(Entries taken from a collection)
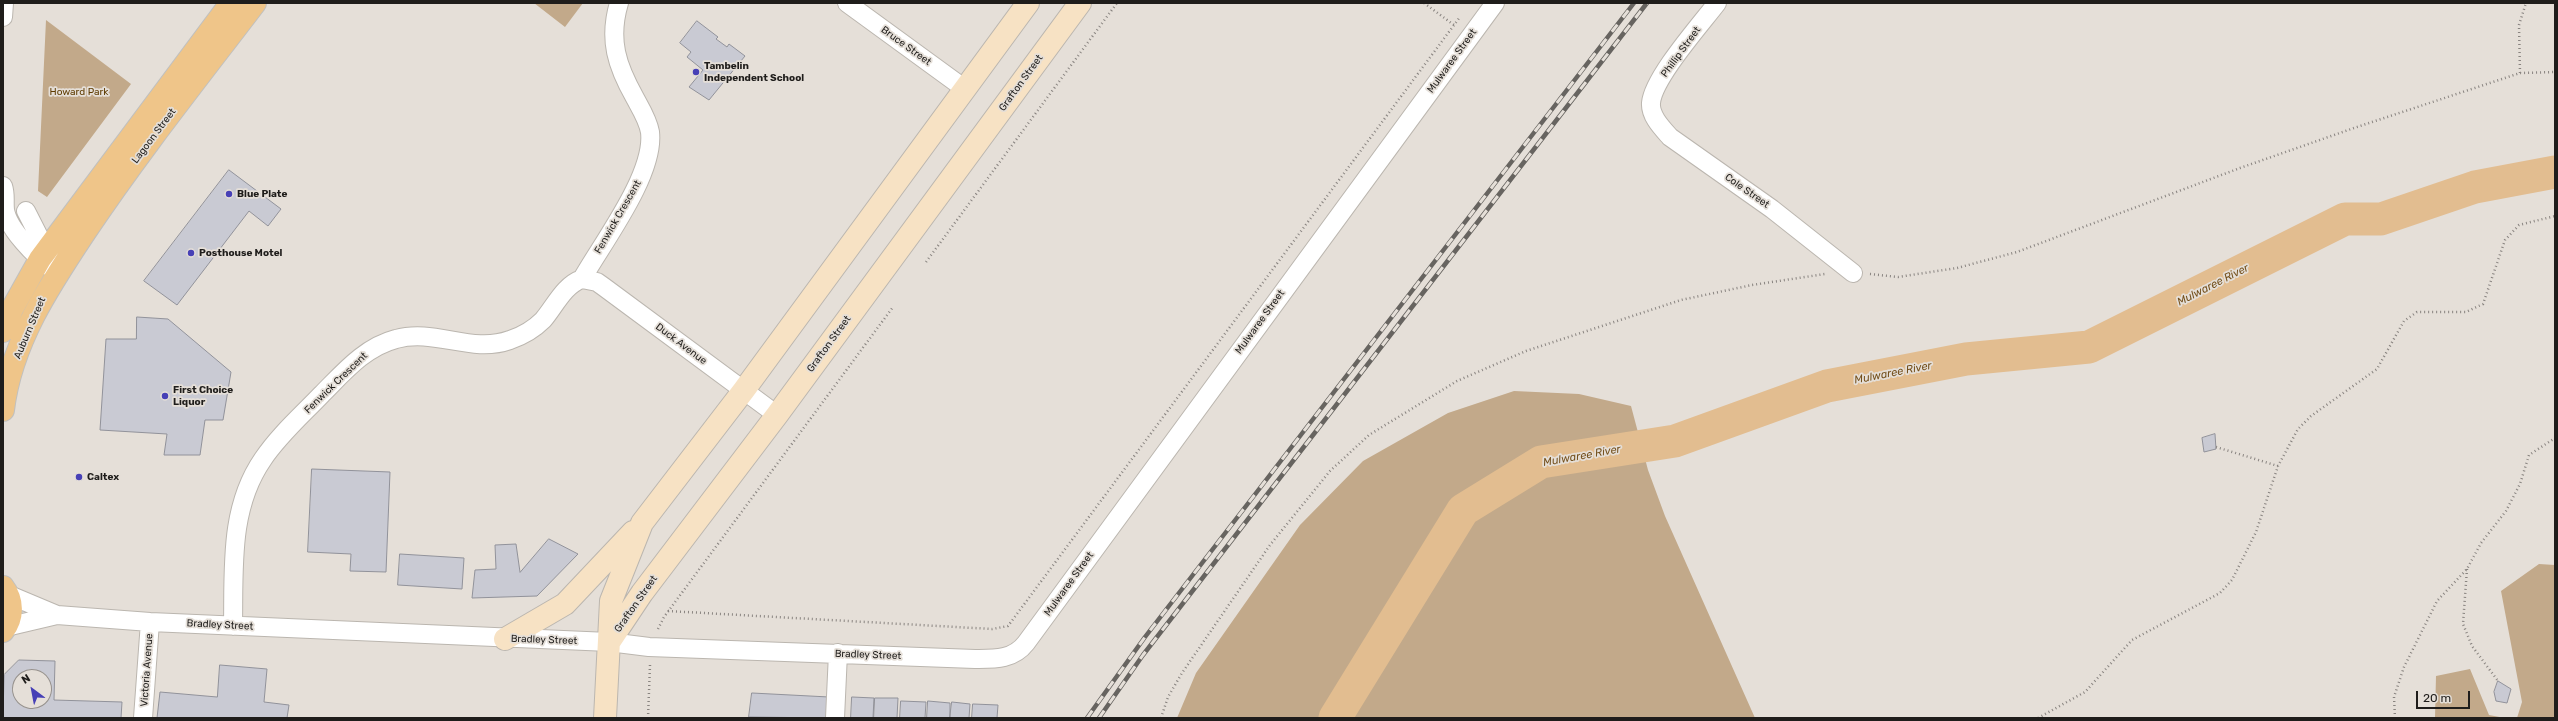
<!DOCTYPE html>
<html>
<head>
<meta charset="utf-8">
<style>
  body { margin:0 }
  #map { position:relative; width:2558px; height:721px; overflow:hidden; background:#e5dfd8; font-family:Rubik,sans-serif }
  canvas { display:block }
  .frame { position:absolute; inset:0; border:4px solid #1f1d1b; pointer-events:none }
  .north { position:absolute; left:12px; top:669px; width:40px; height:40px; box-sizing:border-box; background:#e5dfd8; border:1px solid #96918c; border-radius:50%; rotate:328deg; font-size:11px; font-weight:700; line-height:16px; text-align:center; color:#1f1d1b }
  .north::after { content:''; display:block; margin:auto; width:14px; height:18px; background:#4740b6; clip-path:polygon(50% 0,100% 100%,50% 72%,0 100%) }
  .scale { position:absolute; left:2416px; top:691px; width:54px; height:18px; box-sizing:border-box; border:2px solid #1f1d1b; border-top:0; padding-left:5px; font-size:12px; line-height:14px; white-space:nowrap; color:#1f1d1b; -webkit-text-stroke:3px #e5dfd8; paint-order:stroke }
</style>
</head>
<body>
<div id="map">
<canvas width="2558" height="721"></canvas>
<div class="frame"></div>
<div class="north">N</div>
<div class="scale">20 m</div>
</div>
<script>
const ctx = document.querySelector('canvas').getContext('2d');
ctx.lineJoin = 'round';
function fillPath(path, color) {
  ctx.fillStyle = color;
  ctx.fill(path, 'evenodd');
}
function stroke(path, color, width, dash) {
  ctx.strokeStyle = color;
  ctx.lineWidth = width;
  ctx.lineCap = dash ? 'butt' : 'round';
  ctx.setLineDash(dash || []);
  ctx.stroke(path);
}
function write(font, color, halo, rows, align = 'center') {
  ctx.font = font + ' Rubik,sans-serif';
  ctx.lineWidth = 3.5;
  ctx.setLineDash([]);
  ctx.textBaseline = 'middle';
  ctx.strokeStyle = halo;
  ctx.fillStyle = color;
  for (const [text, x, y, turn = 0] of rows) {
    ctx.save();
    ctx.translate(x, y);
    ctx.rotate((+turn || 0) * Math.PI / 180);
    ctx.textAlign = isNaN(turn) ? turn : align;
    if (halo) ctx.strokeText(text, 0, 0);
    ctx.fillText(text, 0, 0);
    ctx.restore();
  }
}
const green = new Path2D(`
  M 534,3 L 583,3 L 565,27 Z
  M 46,20 L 131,84 L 47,197 L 38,191 Z
  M 1514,391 L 1579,394 L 1631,406 L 1648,470 L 1665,516 L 1755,718 L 1177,718 L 1196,673 L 1300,525 L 1363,461 L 1448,413 Z
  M 2539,564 L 2555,565 L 2555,718 L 2517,718 L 2522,702 L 2501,591 Z
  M 2470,669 L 2489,715 L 2505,718 L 2435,718 L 2436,676 Z`);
const river = new Path2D(`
  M 1335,718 L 1463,510 L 1541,462 L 1675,441 L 1827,386 L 1966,359 L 2089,347 L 2345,219 L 2381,219 L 2475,187 L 2555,172`);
const building = new Path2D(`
  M 697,21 L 718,37 L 716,39 L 727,47 L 729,44 L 745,56 L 709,100 L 689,87 L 703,70 L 687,57 L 691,52 L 680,43 Z
  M 229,170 L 281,209 L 268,226 L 249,211 L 177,305 L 144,281 Z
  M 137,317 L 168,319 L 231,372 L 223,420 L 205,420 L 200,455 L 164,455 L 167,434 L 100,430 L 106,339 L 136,339 Z
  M 2215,434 L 2216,449 L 2204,452 L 2202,438 Z
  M 312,469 L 390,472 L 386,572 L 350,571 L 351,554 L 308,552 Z
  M 549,539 L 578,554 L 537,596 L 472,598 L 475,570 L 496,569 L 495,545 L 516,544 L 520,572 Z
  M 400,554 L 464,558 L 462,589 L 398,585 Z
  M 19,660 L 55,661 L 54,700 L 122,702 L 121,718 L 3,718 L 4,675 ZM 20,677 L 44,677 L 44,701 L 20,701 Z
  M 220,665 L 267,669 L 264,702 L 289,705 L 287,718 L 157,718 L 160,692 L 217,697 Z
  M 2498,681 L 2511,689 L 2507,703 L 2496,701 L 2494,692 Z
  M 752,693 L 829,697 L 828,718 L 749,717 Z
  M 852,697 L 874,698 L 873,718 L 851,718 Z
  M 875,698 L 898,698 L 897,718 L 874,718 Z
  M 901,701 L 926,702 L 925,718 L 900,718 Z
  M 928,701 L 950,703 L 950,718 L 927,718 Z
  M 952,702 L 970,704 L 969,718 L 950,718 Z
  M 973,704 L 998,705 L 997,718 L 972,718 Z`);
const path = new Path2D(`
  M 1424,3 L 1454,25
  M 2520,73 L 2519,25 L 2526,3
  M 926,262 L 1117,3
  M 1870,274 L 1898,277 L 1957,268 L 2017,252 L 2240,168 L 2354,128 L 2520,73 L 2555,72
  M 2216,447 L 2278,466
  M 2467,569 L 2463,624 L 2472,646 L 2498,681
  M 668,611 L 992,629 L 1008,626 L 1460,17
  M 658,629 L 664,617 L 893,307
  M 648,718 L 650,665
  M 1161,718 L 1168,697 L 1182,673 L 1270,545 L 1330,471 L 1369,435 L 1457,381 L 1526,351 L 1681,300 L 1752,285 L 1825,274
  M 2038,718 L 2085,692 L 2132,640 L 2220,593 L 2232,580 L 2256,532 L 2278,466 L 2298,429 L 2311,416 L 2377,369 L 2404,321 L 2417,312 L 2466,312 L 2483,304 L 2505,240 L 2519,225 L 2555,216
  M 2395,718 L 2394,697 L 2404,667 L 2437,601 L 2467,569 L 2481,543 L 2506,511 L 2520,484 L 2529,455 L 2555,438`);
const street = new Path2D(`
  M 847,3 L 965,89
  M 1717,3 C 1701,24 1653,78 1651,103 C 1650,116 1662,128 1670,137 L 1772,209 L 1853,273
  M 3,17 L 4,3
  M 3,186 C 6,195 4,201 5,210 C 8,229 36,257 51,268
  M 26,211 L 52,262
  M 582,279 L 597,282 L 604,287 L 777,415
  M 7,594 L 57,615
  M 233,626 C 234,568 229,508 263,459 C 279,435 302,415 322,394 C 344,372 365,347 396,339 C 435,328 471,354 510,340 C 522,336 534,329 543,320 C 555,306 564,285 582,279 C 603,242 655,174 650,132 C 648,120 641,109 635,98 C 617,66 608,40 619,3
  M 6,627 L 57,615 L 150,622 L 609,642 L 649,647 L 975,659 C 994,659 1013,660 1026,643 L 1495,3
  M 143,718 L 150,622
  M 835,718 L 838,653`);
const secondary = new Path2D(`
  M 505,639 L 565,604 L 633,532
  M 610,641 L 642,593 L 777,415 L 1080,3
  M 605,718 L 611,601 L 642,523 L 744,390 L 1028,3`);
const primary = new Path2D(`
  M 3,331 L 12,309 L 40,259 L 231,3
  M 3,410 C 11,343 49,286 85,232 C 138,153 197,79 255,3
  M 3,587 C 13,600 14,617 3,631`);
const rail = new Path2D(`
  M 1087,718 L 1145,637 L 1634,3
  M 1099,718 L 1143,655 L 1647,3`);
const markers = [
  [696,72,4,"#4740b6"],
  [229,194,4,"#4740b6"],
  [191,253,4,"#4740b6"],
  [165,396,4,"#4740b6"],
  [79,477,4,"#4740b6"]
];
const streetNames = [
  ["Bruce Street",906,46,36],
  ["Phillip Street",1681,52,-54],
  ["Mulwaree Street",1452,61,-54],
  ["Grafton Street",1021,83,-54],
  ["Lagoon Street",154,136,-53],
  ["Cole Street",1747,191,35],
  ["Fenwick Crescent",618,217,-60],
  ["Mulwaree Street",1260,322,-54],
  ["Auburn Street",30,328,-67],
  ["Duck Avenue",681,344,37],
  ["Grafton Street",829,344,-54],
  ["Fenwick Crescent",336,383,-44],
  ["Mulwaree Street",1069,584,-54],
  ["Grafton Street",636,604,-55],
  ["Bradley Street",220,625,3],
  ["Bradley Street",544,640,2],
  ["Bradley Street",868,655,2],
  ["Victoria Avenue",147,670,-86]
];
const poiNames = [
  ["Tambelin",704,66],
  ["Independent School",704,78],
  ["Blue Plate",237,194],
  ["Posthouse Motel",199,253],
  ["First Choice",173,390],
  ["Liquor",173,402],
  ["Caltex",87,477]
];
const parkNames = [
  ["Howard Park",79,92]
];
const waterNames = [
  ["Mulwaree River",2213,285,-27],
  ["Mulwaree River",1893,373,-11],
  ["Mulwaree River",1582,456,-10]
];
fillPath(green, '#c2a98a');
stroke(river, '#e2bd90', 33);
fillPath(building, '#c9cad3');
stroke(building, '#91929a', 1);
stroke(street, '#bbb6af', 20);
stroke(secondary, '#bbb6af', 24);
stroke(primary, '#c0c0bf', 24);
stroke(path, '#898480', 2.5, [1, 3]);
stroke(street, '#fff', 18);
stroke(secondary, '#f7e2c4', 22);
stroke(primary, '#efc589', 22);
stroke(rail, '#676460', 4.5);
stroke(rail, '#e5dfd8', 3, [9]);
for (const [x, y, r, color] of markers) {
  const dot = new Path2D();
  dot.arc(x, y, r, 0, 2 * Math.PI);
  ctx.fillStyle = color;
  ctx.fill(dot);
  stroke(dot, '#e5dfd8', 1.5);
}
write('10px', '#1f1d1b', '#e5dfd8', streetNames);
write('bold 10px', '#1f1d1b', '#e5dfd8', poiNames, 'left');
write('10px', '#5e3b00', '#e5dfd8', parkNames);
write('italic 11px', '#734f1b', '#e5dfd8', waterNames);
</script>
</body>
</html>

Exercise prompt
Where a line of the records includes "halo", copy it.

Solution
function write(font, color, halo, rows, align = 'center') {
  ctx.strokeStyle = halo;
    if (halo) ctx.strokeText(text, 0, 0);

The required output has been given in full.